» Problem to solve:
Copy out each line in the listing below where the word "lineWidth" appears.

» Data extracts:
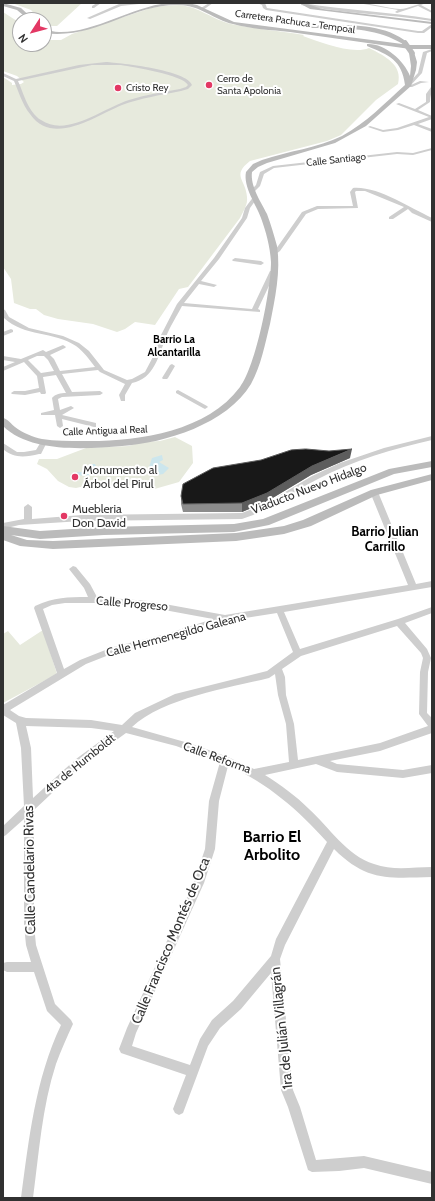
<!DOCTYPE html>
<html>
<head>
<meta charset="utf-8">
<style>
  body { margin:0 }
  #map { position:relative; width:435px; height:1201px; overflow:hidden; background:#fff; font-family:Cabin,sans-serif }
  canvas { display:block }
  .frame { position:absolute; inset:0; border:4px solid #313131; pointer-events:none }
  .north { position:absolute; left:12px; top:12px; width:40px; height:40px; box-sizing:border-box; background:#fff; border:1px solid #adadad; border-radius:50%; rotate:234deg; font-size:11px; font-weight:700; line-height:16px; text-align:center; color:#313131 }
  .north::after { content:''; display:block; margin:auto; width:14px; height:18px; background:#e33864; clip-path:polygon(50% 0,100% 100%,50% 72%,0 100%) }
</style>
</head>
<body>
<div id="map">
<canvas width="435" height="1201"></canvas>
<div class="frame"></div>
<div class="north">N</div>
</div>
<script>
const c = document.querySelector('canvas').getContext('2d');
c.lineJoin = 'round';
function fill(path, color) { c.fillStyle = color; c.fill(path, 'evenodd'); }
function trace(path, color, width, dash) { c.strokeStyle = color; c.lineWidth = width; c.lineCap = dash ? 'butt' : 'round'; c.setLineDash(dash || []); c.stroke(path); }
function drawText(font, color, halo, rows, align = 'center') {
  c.font = font + ' Cabin,sans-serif'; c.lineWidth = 4; c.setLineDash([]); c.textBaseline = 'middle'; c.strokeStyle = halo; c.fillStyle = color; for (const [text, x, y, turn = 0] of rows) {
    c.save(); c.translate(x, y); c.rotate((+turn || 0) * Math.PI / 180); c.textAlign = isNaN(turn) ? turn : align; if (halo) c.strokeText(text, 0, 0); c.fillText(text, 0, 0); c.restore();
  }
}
const green = new Path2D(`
  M12,3H82L57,26H45L44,20H40L31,10Z
  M179,5C200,7 211,19 231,24C255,29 280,31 304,35L303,36C320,42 352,55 369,48C385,56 403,65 398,84L376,100L341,135L327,141L250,161C231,176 246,179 247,197C248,205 243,211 240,218L188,287L179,289L155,325L135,322L125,329L117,332L93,324L58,319L44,315L36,309H30L14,303L11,279L3,267V77L12,83V85L21,84L24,82L17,76L3,71V12L20,23V44H44V40H61L72,34L151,8L163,6Z
  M175,437L192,446L193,463L179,482L151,490L136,486L121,484L105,487L85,486L76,488L69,487L58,481L47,469L37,464L39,459H57L86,448L129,446L141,442L160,441Z
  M43,630L57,674L3,703V634L8,631L20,645Z`);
const water = new Path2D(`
  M162,455L163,460L159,462L169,468L163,474L157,475L149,467L152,458Z
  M90,464H95L98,470C92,475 86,477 78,475L77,472H86L83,470Z`);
const street = new Path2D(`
  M97,3H101L94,8H92V6Z
  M133,3H148L121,6L90,19L87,18L119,4Z
  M209,3H213L203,10H201V8Z
  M257,3H265L267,8L418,31H422L432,24V27L424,33H418L266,10L263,8L262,5Z
  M302,3C345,10 389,12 432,19V21C389,14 344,14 301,5Z
  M358,3C373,3 386,8 400,9C409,9 417,3 426,3L421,5L432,11V13L418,6L397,13L395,12L398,10Z
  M432,49V51L427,53L422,73L411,85L420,81L429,82L421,83L412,87H407V85L418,73L423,52Z
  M106,62C121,63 187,70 192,85L188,89L181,91C161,95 141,98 122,105C95,116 53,147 30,114C22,104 19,92 14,81L3,76V73L16,79L79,65ZM92,65C102,65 111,65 121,65C133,67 183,75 188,85L186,87L180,89C163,92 145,95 129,100C103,108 67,138 41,120C28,112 24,94 18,81Z
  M431,87H432C432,92 430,96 430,102L418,110L432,116V119L418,124L432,129V132L414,125L398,130L383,132L368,127L370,126L383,130L397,128L429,117L396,104L399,103L415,109L426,102V94Z
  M432,148V150L413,155L397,154L274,168L264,174L260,186L255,191L251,190L256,185L260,172L273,166L397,152L413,153Z
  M353,188C378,186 410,208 432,218V222L412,213L408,209L393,219H389V217L404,207L365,191H356L355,192L358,208L318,209L306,214L280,251L276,254H272V252L276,249L302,212L317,206H353L350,192Z
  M254,196L258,197L250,208L247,218L219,259L201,281L217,285L214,287L199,284L184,303L252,309L270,271L275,270L276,271L258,309L260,310V312L182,306C177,316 170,326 166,337C159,355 154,379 132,383L125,395V401H121L119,395L125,384L100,372L98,370L62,374L72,392L100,391L103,393L100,395L62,397L58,399L60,410L71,406L74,408L62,415L96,423V427H94L62,419L63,426L60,428L57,426L55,415H41V413L54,410L52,398C55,394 61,393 66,393L56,375L43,377L46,393L45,394H41L40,392L25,395L12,394L11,393L14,391H25L39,388L37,376L24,362L3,371V367L15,362L3,360V356L21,359L43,350L46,352L63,345L66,347L65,348L50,355L54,359L60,371L95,367C89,359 84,352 76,346C54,331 24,337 4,318L3,309L5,310L9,317L29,328L63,336L79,343L89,351L104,370L127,380L132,379L145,372L155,353L160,337L177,304L214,258L242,218L245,208ZM37,356H44L48,360L54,371L41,373L28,360Z
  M235,258L261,261L264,263L261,265L233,261L232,260Z
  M11,329L13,330V332L3,336V332Z
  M172,364L175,366L168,378L167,379H163L162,378L170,365Z
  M178,390L207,406L208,407L205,409L203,408L176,393V391Z
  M432,436V440C393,449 354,460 318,479C292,492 271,510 242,519L82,521L19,525L3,529V523L24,519V507L28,504L32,507V519L82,515L242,513L267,503L312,476L340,463L384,448Z
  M42,440H44L47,442L41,454H39C26,457 14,459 3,449V443L17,452H24L36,450Z
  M371,490H377L378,492L416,584L432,581V587L284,612L300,649L398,619L432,607V613L405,623L427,649L431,658L428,672L427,713L432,718V733L380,751L330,761L337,764L403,770L432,765V773L403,778L337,772L316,764L265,775C281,785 296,796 309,809C329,827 347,856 374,864C393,871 413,867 432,867V877C389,878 367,882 334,849L285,945L280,959L293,1090L300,1107L316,1160L364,1156L432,1172V1184L364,1168L339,1171L312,1172L308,1170L288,1107L281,1090L271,973L241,1009L220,1028L208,1046L183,1113L179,1115L175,1113L173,1109L186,1075L121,1053L119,1049L127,1028L194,882L205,849L209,801L220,762L176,746L126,733L82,765L34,810V925L36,945L55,1004L71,1020L73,1024C67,1037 61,1050 56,1064C42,1107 39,1153 33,1198H21C29,1139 35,1080 61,1025L47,1011L34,972H7L3,970V963L7,962H31L26,945L24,925V819L6,835L3,837V826L24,806L21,748L16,723L3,715V705L57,673L34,608L35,606C55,597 67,597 88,597L84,588L69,569L73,566L76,567L90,584L97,597L148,601L225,615L408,585L370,492ZM65,603H94L148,607L213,619L166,634L113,647L80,660L64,669L43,609L52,605ZM277,613L293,652L267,671L175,694L135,713L122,725L91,720L26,718L19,716L10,710L86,664L114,653L166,640L226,621ZM397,626L421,653L423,658L420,672L419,714L428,726L380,743L298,760L294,724L286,695L285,677L282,669L301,656ZM275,674L278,695L286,724L289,762L254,769L228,757L192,744L132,727C163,698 228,688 269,678ZM26,726L91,728L114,731L76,759L33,798L31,748ZM228,766C268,783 298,810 327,842L276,939L271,956L233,1001L212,1020L200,1039L190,1065L132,1046L136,1033L204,883L215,849L219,801Z`);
const secondary = new Path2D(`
  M3,3L21,8L34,20H29L17,10L3,6Z
  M168,3H188L197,5L234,22L410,45H432V49H410C370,43 330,38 290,32C271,30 251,29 233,24C214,20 200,5 179,5C130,4 96,40 44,33V29C49,30 54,32 59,32C94,33 131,7 168,3Z
  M299,3C307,3 315,7 323,9L432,22V24L310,9Z
  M330,25C356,25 387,25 408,43L403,44C373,26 339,28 305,28L303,27L305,26Z
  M367,44C384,43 404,60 410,76L411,66L409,53L414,52L417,62L416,70L411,86L366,126L335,143L267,163L258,167L252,172C250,186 261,202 267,214C271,225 274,235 277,246C281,271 275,299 270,324C265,344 261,366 251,384C227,424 165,443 122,446C86,449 30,453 3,426V418C8,419 11,424 15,427C23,433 33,437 42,439C55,441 69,441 82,441C134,442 206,433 240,387C256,366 271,289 271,262C270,246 266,232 261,218C256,204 243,187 246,172L253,164L262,160C288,151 318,148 342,136C366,123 385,103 405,85C402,60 389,55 367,46Z
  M432,461V467L394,474L269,525L234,532L104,535L40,539L11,535L27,540L53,541L236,533L284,526L303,520L371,490L432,474V480L377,495L311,526L284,534L236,541L53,549L20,546L3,540V526L40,531L104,527L234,524L263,519L389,469Z`);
const secondaryBridge = new Path2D(`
  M405,43L412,53`);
const wall = new Path2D(`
  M350,458L311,475L266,502L242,512H183L181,504V496L261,460Z`);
const shadedWall = new Path2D(`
  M352,449L350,458L311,475L266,502L242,512V503L312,466Z`);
const building = new Path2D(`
  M306,449L329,451L352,449L312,466L267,493L242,503L183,504L181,496L183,484L213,468L261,460L291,450Z`);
const markers = [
  [209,85,4,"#e33864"],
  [118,88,4,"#e33864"],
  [75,477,4,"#e33864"],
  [64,516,4,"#e33864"]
];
const farStreetnames = [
  ["Carretera Pachuca - Tempoal",295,22,8],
  ["Calle Santiago",336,160,-6],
  ["Calle Antigua al Real",105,431,-2]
];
const farPoinames = [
  ["Cerro de",217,79],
  ["Santa Apolonia",217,91],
  ["Cristo Rey",126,88]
];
const farNeighbourhoodnames = [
  ["Barrio La",174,340],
  ["Alcantarilla",174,353]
];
const poiNames = [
  ["Monumento al",83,470],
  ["Árbol del Pirul",83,484],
  ["Muebleria",72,509],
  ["Don David",72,523]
];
const streetNames = [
  ["Viaducto Nuevo Hidalgo",309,489,-21],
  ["Calle Progreso",132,604,5],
  ["Calle Hermenegildo Galeana",176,635,-15],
  ["Calle Reforma",217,758,20],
  ["4ta de Humboldt",80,764,-39]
];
const neighbourhoodNames = [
  ["Barrio Julian",385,532],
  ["Carrillo",385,547]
];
const nearStreetnames = [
  ["Calle Candelario Rivas",30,870,-91],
  ["Calle Francisco Montés de Oca",171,941,-67],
  ["1ra de Julián Villagrán",282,1028,-96]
];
const nearNeighbourhoodnames = [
  ["Barrio El",272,837],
  ["Arbolito",272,855]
];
fill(green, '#e7eadd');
fill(water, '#cce6ed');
fill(street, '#cecece');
fill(secondary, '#bbb');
trace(secondaryBridge, '#bbb', 5.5);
fill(wall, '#8c8c8c');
fill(shadedWall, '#5d5d5d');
fill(building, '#181818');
trace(building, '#5d5d5d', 1);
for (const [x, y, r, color] of markers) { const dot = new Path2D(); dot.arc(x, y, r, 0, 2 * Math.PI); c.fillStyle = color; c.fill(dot); trace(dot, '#fff', 1.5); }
drawText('10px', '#313131', '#fff', farStreetnames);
drawText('10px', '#313131', '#fff', farPoinames, 'left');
drawText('bold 11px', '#000', '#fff', farNeighbourhoodnames);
drawText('12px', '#313131', '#fff', poiNames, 'left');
drawText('12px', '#313131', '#fff', streetNames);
drawText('bold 13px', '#000', '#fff', neighbourhoodNames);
drawText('14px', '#313131', '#fff', nearStreetnames);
drawText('bold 16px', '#000', '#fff', nearNeighbourhoodnames);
</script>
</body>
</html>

» Problem solution:
function trace(path, color, width, dash) { c.strokeStyle = color; c.lineWidth = width; c.lineCap = dash ? 'butt' : 'round'; c.setLineDash(dash || []); c.stroke(path); }
  c.font = font + ' Cabin,sans-serif'; c.lineWidth = 4; c.setLineDash([]); c.textBaseline = 'middle'; c.strokeStyle = halo; c.fillStyle = color; for (const [text, x, y, turn = 0] of rows) {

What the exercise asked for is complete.